Evidence no.1 A young, non-white and unknown presidential candidate talking of “hope and unity” and winning the election: Obama’s campaign in 2008? No, The West Wing, 2005, NBC.

Evidence no.2 A wife publicly standing by her famous husband after he admits he’s involved in a sex scandal, trying to save her family and life from gossip and humiliation: Hillary Clinton after Bill confessed his “improper physical relationship" with Monica Lewinsky? New York Governor Eliot Spitzer’s wife after he got caught in a prostitution scandal and held a press conference to apologize?
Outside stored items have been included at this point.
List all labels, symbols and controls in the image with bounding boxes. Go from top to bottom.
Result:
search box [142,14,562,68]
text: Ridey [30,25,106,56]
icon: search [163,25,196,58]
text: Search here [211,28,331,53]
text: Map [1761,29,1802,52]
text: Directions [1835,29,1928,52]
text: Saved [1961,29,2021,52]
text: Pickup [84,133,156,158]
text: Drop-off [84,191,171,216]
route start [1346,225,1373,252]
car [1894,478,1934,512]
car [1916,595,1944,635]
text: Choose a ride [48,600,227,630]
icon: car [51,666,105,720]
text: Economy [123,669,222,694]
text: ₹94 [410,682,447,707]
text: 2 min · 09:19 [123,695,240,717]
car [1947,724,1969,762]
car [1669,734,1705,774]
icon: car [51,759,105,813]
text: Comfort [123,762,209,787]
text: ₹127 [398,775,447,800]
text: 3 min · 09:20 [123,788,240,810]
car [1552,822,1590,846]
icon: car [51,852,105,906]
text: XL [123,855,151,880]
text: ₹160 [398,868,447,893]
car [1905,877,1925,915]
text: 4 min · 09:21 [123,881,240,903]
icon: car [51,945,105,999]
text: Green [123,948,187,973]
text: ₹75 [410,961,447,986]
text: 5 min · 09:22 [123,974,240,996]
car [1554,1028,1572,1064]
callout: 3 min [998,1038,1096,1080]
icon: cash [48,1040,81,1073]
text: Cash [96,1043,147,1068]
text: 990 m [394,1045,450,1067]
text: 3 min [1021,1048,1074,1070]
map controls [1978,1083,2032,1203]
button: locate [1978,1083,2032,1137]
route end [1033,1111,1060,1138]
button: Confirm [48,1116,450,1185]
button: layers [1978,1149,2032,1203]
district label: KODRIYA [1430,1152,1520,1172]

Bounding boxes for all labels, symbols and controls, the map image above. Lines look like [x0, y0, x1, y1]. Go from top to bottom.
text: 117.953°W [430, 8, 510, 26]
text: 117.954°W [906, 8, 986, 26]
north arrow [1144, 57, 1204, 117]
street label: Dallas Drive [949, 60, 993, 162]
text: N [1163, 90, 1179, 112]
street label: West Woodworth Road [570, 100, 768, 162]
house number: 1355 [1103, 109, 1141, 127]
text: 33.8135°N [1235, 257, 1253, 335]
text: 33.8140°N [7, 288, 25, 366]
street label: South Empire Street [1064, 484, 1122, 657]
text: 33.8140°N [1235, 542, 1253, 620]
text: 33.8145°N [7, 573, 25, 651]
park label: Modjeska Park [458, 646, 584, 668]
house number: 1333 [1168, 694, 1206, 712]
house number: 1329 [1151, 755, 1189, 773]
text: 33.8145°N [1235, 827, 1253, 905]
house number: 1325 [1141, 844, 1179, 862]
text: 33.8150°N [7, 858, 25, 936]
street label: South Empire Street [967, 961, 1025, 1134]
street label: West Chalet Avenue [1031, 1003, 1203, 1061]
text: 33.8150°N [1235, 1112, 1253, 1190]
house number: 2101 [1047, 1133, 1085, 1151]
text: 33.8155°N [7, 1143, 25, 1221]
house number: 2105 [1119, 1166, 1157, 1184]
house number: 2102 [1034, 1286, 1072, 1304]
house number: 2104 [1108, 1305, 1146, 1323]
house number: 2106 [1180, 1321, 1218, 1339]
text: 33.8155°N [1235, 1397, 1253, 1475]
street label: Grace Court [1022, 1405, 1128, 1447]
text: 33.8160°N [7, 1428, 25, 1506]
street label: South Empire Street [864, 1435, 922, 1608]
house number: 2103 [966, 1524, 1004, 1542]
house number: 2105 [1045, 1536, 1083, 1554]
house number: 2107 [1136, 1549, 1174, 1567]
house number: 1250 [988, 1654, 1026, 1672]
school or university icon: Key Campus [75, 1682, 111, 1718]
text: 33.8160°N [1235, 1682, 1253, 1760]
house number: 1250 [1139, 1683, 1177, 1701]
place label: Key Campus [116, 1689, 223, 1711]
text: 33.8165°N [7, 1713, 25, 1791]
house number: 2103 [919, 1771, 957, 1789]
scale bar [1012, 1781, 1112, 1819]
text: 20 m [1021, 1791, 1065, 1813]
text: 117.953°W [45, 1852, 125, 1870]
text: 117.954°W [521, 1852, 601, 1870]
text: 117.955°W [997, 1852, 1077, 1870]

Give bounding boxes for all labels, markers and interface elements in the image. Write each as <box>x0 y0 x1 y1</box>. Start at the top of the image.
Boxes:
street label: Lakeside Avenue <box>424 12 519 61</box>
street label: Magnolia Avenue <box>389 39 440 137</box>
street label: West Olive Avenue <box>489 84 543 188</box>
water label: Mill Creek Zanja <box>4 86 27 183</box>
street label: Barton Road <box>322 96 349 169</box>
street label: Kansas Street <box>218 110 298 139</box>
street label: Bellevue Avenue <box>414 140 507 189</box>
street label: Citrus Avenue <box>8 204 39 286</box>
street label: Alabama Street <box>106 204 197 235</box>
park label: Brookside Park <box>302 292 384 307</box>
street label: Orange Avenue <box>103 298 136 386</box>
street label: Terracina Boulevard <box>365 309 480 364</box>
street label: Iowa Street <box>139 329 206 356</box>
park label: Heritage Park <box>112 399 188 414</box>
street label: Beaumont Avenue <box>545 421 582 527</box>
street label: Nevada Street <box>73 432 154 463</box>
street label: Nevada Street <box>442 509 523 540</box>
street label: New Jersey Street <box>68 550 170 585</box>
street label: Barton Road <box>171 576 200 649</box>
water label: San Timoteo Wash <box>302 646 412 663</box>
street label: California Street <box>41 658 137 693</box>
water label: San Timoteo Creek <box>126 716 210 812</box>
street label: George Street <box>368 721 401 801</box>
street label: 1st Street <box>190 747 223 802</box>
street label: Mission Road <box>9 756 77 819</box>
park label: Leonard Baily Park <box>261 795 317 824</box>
Both stories match, but it’s Julianna Margulies in The Good Wife, 2009, CBS.

Evidence no.3 A charismatic leader coming out of the blue, bringing a message of hope and change, using youngsters’ enthusiastic support to spread the message around, and promising – you guess? – universal health care: this time must be Barack Obama… No, it’s Anna, the leader of the Visitors, the humanly-disguised aliens landed on earth - and on ABC in autumn 2009.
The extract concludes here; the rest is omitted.